When my sister was taking care of my father and mother, she always came through for them. But after the crisis was over and they were feeling better, her own health suffered. Being a family caregiver can be overwhelming. It is natural to feel angry, frustrated, and drained at times. Literally. But it can go beyond a bad day.

Did you know that stress signals the body to release adrenaline and cortisol, sending signals that may increase your heart rate, blood sugar, blood pressure and shut down your immune system so your body can function at a high alert level? This is why caregiving takes such a toll on the body. The spirit may be willing, but the body is susceptible to all sorts of other signals that conflict with giving optimum care.

Five warning signs of caregiving stress

Here are five warning signs of caregiver stress. Perhaps the biggest warning sign, however, is denial that you have any of these signs, which are common in the caregiving community.

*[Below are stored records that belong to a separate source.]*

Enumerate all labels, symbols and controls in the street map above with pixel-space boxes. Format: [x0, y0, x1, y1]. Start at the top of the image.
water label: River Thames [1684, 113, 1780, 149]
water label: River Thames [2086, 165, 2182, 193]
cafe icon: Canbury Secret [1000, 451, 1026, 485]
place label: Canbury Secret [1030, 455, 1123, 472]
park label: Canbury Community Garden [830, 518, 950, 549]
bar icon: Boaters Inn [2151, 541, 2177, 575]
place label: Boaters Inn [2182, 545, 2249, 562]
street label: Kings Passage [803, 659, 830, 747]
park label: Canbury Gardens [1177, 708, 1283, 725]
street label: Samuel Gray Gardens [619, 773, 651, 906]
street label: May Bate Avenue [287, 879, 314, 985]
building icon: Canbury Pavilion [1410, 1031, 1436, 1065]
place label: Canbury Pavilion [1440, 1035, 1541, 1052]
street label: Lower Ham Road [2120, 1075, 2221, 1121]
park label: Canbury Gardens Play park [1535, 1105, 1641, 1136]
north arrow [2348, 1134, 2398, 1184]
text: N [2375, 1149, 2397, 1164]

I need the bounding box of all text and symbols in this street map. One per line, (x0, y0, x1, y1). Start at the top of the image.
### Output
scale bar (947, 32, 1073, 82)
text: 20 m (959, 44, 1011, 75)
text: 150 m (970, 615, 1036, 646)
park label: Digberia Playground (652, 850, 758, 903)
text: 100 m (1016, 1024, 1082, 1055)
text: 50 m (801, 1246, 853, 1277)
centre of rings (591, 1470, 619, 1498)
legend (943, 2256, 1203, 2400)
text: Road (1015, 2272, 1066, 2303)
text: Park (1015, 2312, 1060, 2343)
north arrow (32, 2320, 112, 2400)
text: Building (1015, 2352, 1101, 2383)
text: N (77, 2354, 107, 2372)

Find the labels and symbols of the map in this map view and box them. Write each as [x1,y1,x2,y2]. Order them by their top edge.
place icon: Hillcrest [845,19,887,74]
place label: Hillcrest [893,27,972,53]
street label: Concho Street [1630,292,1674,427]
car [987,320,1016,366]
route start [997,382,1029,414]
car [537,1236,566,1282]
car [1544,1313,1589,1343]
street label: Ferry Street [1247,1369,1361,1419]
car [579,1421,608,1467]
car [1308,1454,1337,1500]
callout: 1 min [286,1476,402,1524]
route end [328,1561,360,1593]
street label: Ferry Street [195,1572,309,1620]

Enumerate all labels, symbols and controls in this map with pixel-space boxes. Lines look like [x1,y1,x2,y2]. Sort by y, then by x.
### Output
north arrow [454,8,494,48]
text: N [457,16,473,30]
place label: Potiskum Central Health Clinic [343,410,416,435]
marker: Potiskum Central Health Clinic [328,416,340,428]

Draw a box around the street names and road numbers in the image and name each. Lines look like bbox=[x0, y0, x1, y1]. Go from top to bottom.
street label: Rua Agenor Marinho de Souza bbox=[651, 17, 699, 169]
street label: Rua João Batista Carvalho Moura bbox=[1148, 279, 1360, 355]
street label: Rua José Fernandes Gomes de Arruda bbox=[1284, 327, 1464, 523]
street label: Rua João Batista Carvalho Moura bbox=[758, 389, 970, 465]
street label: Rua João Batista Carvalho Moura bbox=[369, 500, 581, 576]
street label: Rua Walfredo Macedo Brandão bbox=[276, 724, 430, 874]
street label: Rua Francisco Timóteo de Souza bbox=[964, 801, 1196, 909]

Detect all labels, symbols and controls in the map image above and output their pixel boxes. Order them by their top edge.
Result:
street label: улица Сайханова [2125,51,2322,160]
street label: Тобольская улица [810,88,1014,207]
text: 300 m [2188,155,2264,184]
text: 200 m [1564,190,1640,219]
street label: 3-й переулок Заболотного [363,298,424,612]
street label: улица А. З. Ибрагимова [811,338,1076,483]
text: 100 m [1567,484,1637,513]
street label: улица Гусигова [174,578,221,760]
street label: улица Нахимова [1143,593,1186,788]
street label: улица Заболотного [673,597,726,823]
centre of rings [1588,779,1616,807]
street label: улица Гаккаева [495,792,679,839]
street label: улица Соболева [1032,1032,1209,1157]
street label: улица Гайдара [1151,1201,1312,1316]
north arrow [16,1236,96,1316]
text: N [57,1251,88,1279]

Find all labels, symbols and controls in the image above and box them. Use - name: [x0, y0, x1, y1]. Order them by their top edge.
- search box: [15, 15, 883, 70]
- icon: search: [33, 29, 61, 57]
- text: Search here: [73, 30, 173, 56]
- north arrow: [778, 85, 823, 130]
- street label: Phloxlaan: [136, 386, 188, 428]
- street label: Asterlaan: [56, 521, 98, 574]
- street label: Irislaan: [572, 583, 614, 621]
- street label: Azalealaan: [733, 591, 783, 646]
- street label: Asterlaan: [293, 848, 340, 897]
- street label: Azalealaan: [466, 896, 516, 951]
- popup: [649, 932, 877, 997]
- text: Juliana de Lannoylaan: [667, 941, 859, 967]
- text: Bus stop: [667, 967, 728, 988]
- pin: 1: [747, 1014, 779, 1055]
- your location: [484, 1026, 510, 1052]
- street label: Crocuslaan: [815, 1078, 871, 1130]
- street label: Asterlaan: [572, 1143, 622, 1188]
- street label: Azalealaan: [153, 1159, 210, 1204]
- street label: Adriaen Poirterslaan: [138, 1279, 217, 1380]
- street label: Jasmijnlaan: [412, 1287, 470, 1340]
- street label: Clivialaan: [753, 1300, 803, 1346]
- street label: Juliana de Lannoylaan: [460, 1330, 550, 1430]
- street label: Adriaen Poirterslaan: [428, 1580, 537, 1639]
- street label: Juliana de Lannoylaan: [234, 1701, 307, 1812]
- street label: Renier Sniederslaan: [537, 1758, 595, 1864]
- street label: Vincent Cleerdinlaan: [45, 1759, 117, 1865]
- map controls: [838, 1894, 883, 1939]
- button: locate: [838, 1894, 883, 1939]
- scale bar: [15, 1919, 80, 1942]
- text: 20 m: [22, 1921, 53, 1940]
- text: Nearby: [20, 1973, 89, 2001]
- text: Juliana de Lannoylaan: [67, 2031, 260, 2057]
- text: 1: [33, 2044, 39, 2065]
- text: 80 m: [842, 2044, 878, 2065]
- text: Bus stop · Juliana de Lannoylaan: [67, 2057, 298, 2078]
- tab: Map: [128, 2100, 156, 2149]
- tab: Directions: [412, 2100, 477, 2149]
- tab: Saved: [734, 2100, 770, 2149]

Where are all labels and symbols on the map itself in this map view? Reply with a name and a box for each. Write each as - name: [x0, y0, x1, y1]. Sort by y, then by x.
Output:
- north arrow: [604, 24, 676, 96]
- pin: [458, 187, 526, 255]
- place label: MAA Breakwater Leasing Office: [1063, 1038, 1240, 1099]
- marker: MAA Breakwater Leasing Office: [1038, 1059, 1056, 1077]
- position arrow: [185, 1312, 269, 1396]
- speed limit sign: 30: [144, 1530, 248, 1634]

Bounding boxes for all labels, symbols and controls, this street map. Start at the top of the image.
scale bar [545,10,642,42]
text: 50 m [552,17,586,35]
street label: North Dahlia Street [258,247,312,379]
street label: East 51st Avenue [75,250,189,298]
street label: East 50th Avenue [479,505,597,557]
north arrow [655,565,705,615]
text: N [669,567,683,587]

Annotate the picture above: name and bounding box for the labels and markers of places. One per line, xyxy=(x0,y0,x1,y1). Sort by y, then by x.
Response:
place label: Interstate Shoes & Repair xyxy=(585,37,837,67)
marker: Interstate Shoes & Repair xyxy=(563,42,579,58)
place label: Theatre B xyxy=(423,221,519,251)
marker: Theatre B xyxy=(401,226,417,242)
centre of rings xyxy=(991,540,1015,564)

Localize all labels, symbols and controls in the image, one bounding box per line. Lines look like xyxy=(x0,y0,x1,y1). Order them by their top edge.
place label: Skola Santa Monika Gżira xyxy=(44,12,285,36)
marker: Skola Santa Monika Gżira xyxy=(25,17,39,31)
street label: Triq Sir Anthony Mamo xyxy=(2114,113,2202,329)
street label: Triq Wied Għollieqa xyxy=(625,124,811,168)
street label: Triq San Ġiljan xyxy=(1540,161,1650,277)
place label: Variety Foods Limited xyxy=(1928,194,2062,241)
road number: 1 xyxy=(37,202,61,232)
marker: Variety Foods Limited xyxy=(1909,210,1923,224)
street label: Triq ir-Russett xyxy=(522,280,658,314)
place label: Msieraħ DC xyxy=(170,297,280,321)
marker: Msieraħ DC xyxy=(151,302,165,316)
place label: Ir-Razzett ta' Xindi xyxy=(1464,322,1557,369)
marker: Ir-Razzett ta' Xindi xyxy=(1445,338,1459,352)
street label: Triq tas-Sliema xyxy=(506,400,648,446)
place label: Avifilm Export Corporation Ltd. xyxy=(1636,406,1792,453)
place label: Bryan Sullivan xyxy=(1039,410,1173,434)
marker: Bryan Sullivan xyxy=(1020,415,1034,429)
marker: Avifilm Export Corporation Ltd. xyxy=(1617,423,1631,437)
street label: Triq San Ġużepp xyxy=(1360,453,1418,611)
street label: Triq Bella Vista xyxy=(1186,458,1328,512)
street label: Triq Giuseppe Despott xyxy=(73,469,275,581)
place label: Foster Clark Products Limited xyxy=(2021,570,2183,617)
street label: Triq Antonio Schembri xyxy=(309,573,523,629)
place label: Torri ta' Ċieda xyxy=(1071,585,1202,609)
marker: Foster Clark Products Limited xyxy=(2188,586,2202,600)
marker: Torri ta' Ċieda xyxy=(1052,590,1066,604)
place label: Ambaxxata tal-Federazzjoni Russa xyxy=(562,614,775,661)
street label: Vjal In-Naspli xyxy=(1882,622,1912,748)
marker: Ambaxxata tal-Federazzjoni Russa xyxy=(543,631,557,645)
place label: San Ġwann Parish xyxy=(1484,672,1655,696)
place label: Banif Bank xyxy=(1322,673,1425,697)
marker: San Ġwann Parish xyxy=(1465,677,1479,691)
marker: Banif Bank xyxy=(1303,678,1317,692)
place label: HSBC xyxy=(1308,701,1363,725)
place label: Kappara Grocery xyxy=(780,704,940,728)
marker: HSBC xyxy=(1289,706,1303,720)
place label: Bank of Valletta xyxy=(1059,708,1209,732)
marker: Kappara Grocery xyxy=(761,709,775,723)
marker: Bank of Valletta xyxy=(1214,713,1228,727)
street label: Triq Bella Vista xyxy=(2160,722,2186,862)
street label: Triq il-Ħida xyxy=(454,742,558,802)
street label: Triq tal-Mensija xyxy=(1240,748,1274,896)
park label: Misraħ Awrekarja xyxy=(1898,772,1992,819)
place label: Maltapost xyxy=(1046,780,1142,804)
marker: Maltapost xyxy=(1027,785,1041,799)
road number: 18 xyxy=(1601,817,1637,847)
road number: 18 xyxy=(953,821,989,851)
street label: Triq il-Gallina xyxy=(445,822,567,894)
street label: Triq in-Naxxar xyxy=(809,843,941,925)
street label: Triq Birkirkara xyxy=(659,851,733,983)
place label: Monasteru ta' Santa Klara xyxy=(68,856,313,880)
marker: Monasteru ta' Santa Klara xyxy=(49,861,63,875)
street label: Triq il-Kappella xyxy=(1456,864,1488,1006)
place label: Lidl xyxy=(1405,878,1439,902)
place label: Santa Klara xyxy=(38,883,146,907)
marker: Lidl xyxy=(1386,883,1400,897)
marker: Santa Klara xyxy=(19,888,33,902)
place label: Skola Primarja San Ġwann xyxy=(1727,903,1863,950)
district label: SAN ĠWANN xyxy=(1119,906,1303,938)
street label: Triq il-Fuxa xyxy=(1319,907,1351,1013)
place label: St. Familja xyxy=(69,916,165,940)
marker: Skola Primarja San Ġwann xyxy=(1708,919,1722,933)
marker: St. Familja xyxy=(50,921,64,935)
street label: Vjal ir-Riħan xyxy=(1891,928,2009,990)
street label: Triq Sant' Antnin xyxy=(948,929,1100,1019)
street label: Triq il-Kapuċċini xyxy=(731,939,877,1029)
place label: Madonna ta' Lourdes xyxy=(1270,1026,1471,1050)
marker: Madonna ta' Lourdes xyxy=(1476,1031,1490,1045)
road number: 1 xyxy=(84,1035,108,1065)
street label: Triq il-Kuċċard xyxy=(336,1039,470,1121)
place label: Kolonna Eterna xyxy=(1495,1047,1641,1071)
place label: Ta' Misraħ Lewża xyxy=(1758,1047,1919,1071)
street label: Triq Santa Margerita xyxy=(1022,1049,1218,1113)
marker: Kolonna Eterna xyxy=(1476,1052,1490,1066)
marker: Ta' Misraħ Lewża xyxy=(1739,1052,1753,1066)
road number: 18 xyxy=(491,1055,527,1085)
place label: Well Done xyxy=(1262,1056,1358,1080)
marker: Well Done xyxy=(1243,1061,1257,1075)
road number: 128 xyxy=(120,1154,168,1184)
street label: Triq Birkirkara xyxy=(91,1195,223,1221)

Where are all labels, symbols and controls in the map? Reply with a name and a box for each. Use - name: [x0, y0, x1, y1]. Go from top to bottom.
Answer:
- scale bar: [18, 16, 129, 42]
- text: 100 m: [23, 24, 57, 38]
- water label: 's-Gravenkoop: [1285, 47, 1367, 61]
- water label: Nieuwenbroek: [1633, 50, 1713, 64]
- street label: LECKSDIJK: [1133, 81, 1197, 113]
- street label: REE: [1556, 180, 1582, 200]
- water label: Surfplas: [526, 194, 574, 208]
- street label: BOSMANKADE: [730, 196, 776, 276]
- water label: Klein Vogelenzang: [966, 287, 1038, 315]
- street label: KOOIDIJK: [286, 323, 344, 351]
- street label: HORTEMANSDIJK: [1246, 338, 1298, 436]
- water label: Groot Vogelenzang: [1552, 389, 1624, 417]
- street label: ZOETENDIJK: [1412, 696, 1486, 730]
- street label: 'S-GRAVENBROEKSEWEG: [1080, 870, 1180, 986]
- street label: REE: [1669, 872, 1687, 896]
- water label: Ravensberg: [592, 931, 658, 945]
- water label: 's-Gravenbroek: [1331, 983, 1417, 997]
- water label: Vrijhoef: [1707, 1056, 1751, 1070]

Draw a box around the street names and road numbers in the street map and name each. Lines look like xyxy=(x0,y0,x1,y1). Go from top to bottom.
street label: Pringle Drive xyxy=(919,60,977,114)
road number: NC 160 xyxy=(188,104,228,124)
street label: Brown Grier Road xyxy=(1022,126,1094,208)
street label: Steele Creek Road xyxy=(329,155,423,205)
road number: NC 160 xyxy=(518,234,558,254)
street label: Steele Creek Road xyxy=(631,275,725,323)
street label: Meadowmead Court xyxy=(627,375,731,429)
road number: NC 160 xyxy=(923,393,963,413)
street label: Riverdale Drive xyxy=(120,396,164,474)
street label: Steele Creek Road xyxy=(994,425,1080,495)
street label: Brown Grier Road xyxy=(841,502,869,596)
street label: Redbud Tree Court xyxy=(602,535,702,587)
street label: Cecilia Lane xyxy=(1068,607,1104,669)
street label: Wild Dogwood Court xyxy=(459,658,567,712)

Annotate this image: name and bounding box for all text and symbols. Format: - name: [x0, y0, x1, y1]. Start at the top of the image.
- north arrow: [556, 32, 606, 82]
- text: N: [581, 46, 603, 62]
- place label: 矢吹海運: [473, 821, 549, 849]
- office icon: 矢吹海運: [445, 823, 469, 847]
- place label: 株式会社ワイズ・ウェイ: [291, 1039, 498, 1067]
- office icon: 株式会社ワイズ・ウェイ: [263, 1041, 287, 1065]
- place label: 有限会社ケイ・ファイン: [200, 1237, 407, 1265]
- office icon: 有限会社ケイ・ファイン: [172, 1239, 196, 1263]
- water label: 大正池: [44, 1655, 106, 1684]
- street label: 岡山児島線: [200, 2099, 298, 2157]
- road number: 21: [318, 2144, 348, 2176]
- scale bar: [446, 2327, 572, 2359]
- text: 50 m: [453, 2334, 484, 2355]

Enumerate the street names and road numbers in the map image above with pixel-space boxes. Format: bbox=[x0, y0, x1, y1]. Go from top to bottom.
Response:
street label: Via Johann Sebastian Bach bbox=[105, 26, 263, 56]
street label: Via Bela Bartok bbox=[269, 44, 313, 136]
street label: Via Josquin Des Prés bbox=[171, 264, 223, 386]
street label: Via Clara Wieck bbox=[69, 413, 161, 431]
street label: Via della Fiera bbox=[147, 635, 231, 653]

  1. Sleeping is difficult even when fatigued
  2. Lashing out at your family member for things they can’t control
  3. Being overly critical of your skills and performance
  4. Isolating from friends
  5. Ignoring responsibilities like paying your own bills

Five steps for reducing caregiver burnout

  1. See a doctor. Make time for your own doctor appointments. See a physician about sleep problems or any other physical symptoms.
  2. Visit a therapist. Find a therapist who can help you develop coping skills for managing stress and determine if you need to be on an anti-depressant.
  3. Realize you can’t do it all. Be realistic about what you can accomplish. Even a rubber band eventually breaks if stretched too far.
  4. Keep up social interaction. If you can’t get away often, invite friends over for potluck suppers.
  5. Use respite care. Have back-up respite care, such as in-home care or adult day care–available for help whether you are too sick to function or just want to go out for dinner and a movie or if you need a regular time out for exercise, shopping or quiet reflection.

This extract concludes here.